The Jacari Bristol team recently spent a wonderful day at Celebrating Sanctuary, Bristol Refugee Festival’s flagship event and the grand finale of its Refugee Week programme.
Celebrating Sanctuary is a family-friendly community celebration of music, dance, and food from around the world, held annually on Queen Square in central Bristol. Jacari joined the information stalls showcasing the work of organisations that support refugee and asylum-seeking people in the Bristol area.
We were delighted that Jacari pupils and their families, our volunteers, and staff from partner schools all dropped by to see us. Visitors to our stall also included potential volunteers and partners, and it was an opportunity to reconnect with existing friends, supporters, and partner organisations, such as Bristol STAR (Student Action for Refugees). And all in the sunshine with a backdrop of music and dance performances!
The theme of Refugee Week this year was ‘our home’. We posed a question to our visitors: How do you say home in another language you know?
It’s the kind of question we encourage Jacari volunteers to ask their tutees, so that multilingual pupils have the opportunity to make connections between the languages they know, while developing their English. At our stall, so many interesting conversations stemmed from this question - the languages and scripts people know, what ‘home’ means, and the nuances in different languages.

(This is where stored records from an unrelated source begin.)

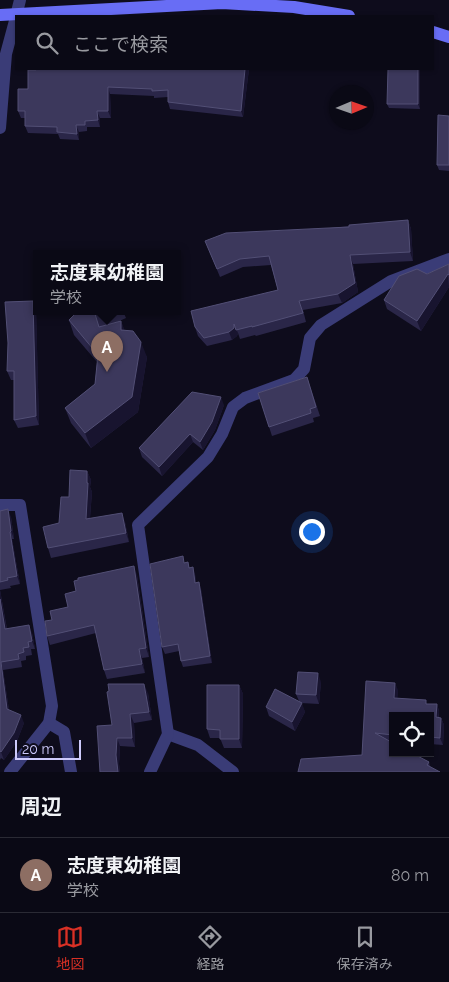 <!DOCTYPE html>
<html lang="ja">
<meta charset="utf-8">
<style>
body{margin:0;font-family:Raleway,"Noto Sans JP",sans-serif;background:#181722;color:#f1f3f6}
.controls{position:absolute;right:15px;bottom:15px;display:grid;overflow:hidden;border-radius:0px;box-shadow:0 1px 4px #0004}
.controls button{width:45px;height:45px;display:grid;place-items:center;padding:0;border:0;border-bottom:1px solid #2a2a34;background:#0a0915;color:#f1f3f6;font:25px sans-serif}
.compass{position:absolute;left:329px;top:85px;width:45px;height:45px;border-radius:50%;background:#0a0915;box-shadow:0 1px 4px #0004;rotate:88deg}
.scale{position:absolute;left:15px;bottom:12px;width:66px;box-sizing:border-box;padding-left:5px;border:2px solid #cdcafb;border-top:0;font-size:14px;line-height:18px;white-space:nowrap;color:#cdcafb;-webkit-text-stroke:4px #0e0c1c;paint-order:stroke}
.you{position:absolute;left:311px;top:531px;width:18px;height:18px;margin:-12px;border:4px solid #fff;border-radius:50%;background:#1a73e8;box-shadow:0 0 0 8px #1a73e833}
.badge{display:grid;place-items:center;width:32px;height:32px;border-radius:50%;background:#d93025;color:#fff;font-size:16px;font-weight:700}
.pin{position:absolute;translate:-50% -41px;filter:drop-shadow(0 1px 2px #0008)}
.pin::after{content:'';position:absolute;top:26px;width:18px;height:15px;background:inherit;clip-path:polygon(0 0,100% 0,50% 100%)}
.popup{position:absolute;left:33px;top:250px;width:148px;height:65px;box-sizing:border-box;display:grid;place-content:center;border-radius:0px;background:#0a0915;filter:drop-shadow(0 1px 4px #0005);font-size:16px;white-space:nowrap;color:#999aa0}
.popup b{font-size:19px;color:#f1f3f6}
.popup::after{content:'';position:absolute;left:50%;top:100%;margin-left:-10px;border:10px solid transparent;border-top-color:#0a0915}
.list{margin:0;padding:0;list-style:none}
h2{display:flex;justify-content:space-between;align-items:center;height:65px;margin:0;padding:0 20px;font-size:21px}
h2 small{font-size:16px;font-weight:400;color:#999aa0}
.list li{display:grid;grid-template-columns:32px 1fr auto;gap:15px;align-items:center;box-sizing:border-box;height:75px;padding:0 20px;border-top:1px solid #2a2a34}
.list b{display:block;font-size:19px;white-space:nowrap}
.list p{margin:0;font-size:16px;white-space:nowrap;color:#999aa0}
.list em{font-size:16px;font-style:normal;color:#999aa0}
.icon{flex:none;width:28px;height:28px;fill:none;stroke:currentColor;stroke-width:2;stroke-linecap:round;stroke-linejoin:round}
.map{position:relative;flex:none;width:449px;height:772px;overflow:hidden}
.search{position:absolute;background:#0a0915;box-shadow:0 1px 4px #0004;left:15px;right:15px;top:15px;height:55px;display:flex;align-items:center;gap:12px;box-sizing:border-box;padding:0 18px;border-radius:0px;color:#999aa0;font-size:19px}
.sheet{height:140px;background:#0a0915}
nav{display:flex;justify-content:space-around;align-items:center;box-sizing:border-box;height:70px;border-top:1px solid #2a2a34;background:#0a0915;font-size:14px;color:#999aa0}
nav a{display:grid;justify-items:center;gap:2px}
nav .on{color:#d93025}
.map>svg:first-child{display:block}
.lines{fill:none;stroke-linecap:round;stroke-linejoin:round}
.street{stroke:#3a3c77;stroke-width:12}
.secondary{stroke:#686df5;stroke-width:12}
.wall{fill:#2a2648}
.shaded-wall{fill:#18142f}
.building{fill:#3c385c;stroke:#524f75}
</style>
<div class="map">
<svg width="449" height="772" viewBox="0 0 449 772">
<rect width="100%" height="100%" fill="#0e0c1c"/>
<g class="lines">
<!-- street -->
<g class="street">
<path d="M16 16 20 0"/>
<path d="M0 128 6 54 16 17"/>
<path d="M0 505H20L52 706 49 723 10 772"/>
<path d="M49 723 64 732 71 772"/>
<path d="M168 734 198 745 233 772"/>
<path d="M150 772 168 734 138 525 208 457 222 434 233 407 245 398 294 380 304 369 310 338 321 325 391 281 449 259"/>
</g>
<!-- secondary -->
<g class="secondary">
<path d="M0 15 222 3 294 7 349 16"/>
<path d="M433 32 449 37"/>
</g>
</g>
<!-- wall -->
<g class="wall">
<path d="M36 69H249L243 117 170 109 168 102V97L154 98V96L110 94 111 118H100V127H87V131L79 132V140L60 139 58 134 28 133 25 126V118H21L18 111Z"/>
<path d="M420 69V109L389 108 387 104Z"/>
<path d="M449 116V171L439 170 437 165Z"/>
<path d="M408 220 411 229 413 261 353 264 358 292 342 303 303 310 306 322 256 336 255 335 240 339 238 333 237 336 232 340 207 346 198 336 195 327 278 290 271 265 243 267 220 277 205 241Z"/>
<path d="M449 264V287L421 331 387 309 384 300 427 274Z"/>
<path d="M36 310 39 425 18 428 14 420V380H11L7 371Z"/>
<path d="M76 311H123L126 318 115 323 121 321 124 330 147 357 138 412 91 448 71 423 65 408 95 384 97 362 74 335 69 320 75 314Z"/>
<path d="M307 377 320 416 313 418 314 422 272 436 258 393Z"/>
<path d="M224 405 215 430 203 450 193 442 162 476 142 457 139 448Z"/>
<path d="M87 471 91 480 90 487 92 492 90 518 125 522 129 542 51 558 48 548 59 523 69 497Z"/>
<path d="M0 511 11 517 14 539H12L20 584 10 586 11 588 0 590 7 629 32 633 35 649H31L32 655 26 656V660L21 661 22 667 3 670 9 710 24 723 17 741 4 760 1 758 0 760Z"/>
<path d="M186 563 195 574 196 583 201 589 212 663 183 667 181 661 179 651 165 654 162 647Z"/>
<path d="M137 575 149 657 142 658 145 673 107 679 104 670 96 633 50 645 47 636 52 620 68 607Z"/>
<path d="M321 682 319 704 301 703 305 712 295 731 269 716 266 707 299 701 296 694Z"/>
<path d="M239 685 243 694 242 748H224L220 738H210L207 729Z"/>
<path d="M398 690 397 698 428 704H437L439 711V718H441L444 725 443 745 430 744V716H393V742H390L429 762 430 767 362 755Z"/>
<path d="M148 693 152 720 134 723 135 747 120 746 119 764 120 772H100L112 725Z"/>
</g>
<!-- shaded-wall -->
<g class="shaded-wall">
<path d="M245 69H249L243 117 241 111Z"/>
<path d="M418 69H420V109L418 104Z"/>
<path d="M108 87 110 94 111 118 108 111Z"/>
<path d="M97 111 100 118V127L98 120Z"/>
<path d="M76 125 79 132V140L77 134Z"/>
<path d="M408 220 411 229 413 261 410 252Z"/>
<path d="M350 255 353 264 358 292 342 303 338 294Z"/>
<path d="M448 274 449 287 421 331 417 321Z"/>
<path d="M33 301 36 310 39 425 36 416Z"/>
<path d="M121 321 127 336 121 330Z"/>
<path d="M234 324 238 333 237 336 232 340 229 332Z"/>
<path d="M141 342 147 357 138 412 91 448 85 433Z"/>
<path d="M221 397 224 405 215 430 203 450 200 442Z"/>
<path d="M190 434 193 442 162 476 159 467Z"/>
<path d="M87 471 91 480 90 487 92 492 89 528 86 519Z"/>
<path d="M8 509 11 517 14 539 11 531Z"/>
<path d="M122 513 125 522 129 542 126 533Z"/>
<path d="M10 532 12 539 20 584 17 576Z"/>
<path d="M134 566 137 575 149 657 146 648Z"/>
<path d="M193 567 195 574 197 589 195 583Z"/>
<path d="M199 582 201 589 212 663 210 656Z"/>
<path d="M0 590 8 637 5 629 0 599Z"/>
<path d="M29 625 32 633 35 649 32 641Z"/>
<path d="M139 649 142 658 145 673 142 664Z"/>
<path d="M1 662 3 670 10 717 7 709Z"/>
<path d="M318 673 321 682 319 704 316 695Z"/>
<path d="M395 683 398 690 397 706 394 698Z"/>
<path d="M144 684 148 693 152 720 149 712Z"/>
<path d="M239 685 243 694 242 748 239 739Z"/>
<path d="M302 703 305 712 295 731 292 722Z"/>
<path d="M437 704 439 711 438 725 436 717Z"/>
<path d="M130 714 134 723 135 747 132 738Z"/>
<path d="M21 715 24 723 17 741 4 760 1 752Z"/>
<path d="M441 718 444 725 443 745 440 738Z"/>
<path d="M117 738 120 746 119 764 120 772H118L116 755Z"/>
</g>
<!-- building -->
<g class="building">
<path d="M36 69H245L241 111 168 102V90L152 91V89L108 87V111H97L98 120 85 121V125H76L77 134 57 132V127L25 126V111H18V89H28V70H36Z"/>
<path d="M388 69H418V104H387Z"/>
<path d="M438 115 449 116V165H437Z"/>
<path d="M408 220 410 252 350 255 355 283 338 294 299 301 303 313 252 327V326L236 330 234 324V328L229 332 204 338 195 327 191 311 278 290 269 256 240 259 217 269 205 241 226 233 349 227V225Z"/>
<path d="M449 264V275L448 274 417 321 384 300 399 276 417 269 427 274Z"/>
<path d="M33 301 36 416 14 420V371H7L8 343 5 302Z"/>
<path d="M76 311H103L95 314 99 327 121 321V330L133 331 141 342 132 397 85 433 65 408 95 384 98 355 69 320 75 314Z"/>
<path d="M307 377 316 407 310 409 311 413 269 427 258 393Z"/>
<path d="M192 392 221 397 212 422 200 442 190 434 159 467 139 448Z"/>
<path d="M70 470 87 471V483H88L86 519 122 513 126 533 48 548 43 527 59 523 61 497H69Z"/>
<path d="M8 509 11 531 10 532 17 576 7 578 8 580 0 582V511Z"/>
<path d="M183 556 184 563 188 562 189 568 193 567 195 583 199 582 210 656 181 661 178 644 162 647 150 564Z"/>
<path d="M134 566 146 648 139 649 142 664 104 670 94 625 47 636 45 621 52 620 50 611 68 607 65 594 76 591 74 581 78 580V578Z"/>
<path d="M0 599 5 629 29 625 32 641 28 642 29 647 23 648 24 652 18 654 19 659 1 662 7 709 21 715 14 733 1 752 0 751Z"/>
<path d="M298 672 318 673 316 695 296 694Z"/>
<path d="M366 681 395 683 394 698 426 700V704H437L436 717 441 718 440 738 430 737V716H393V735L375 733 393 743V753H412L429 762 427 765 440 772H298L301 759 362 755Z"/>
<path d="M108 684H144L149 712 130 714 132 738H117L116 755 118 772H100L97 726 112 725 107 692 109 691Z"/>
<path d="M207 685H239V739H220V730L207 729Z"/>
<path d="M275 689 302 703 292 722 266 707Z"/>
</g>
</svg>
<div class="controls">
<button><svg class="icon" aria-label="locate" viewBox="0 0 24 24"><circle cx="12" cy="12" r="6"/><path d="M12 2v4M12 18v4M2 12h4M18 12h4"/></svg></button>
</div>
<svg class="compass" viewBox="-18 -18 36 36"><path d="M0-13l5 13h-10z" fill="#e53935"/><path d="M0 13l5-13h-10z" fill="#999aa0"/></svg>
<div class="scale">20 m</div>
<div class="you"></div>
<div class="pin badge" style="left:107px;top:372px;background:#8d6e63">A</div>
<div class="popup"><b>志度東幼稚園</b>学校</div>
<div class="search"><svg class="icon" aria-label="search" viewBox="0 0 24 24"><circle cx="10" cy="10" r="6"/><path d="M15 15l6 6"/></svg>ここで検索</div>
</div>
<section class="sheet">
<h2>周辺<small></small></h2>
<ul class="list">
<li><span class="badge" style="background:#8d6e63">A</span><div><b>志度東幼稚園</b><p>学校</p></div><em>80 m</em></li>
</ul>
</section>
<nav>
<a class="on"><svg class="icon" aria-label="map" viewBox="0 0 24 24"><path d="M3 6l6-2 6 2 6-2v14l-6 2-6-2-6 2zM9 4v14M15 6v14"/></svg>地図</a>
<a><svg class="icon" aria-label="directions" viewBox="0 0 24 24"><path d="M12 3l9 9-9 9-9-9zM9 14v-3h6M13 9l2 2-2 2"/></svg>経路</a>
<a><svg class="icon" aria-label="saved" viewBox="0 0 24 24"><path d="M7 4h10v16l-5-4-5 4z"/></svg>保存済み</a>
</nav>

We also asked visitors to decorate a paper orange heart, a symbol of solidarity with refugees, with the words for ‘home’ in other languages they knew, or to draw a picture of what home means to them. The scores of hearts were displayed around our gazebo, in a growing display throughout the day, and included 31 languages. Alongside a heart decorating station, Jacari’s outdoor games, picnic blankets and snacks attracted the company of children and families throughout the day.
It was a day of community, something that is not just important to us, but one of our four core values (equality, aspiration, and love of learning are the others).
Since its inception, Jacari’s work has set out to create connections and foster solidarity between diverse communities. Many Jacari pupils have come to the UK seeking sanctuary, and many have families with refugee backgrounds. And of course it is through supportive communities that families can begin to build new senses of home.
We also recognise the contributions of Jacari volunteers with refugee backgrounds, who give their time and skills freely to children and young people needing some extra support to realise their full potential in school and beyond. One of our sixth-form peer tutors spoke from the stage at the Celebrating Sanctuary event about her own journey, the help she’d received, and described how volunteering for Jacari was a way for her to ‘give back’. Stories like these inspire us to continue with our work.
Each year, Refugee Week offers us a chance for us to focus on our work with those who have come to the UK seeking safety, and the Celebrating Sanctuary event was a wonderful way to highlight this work and connect with our community, ahead of planning for the next academic year.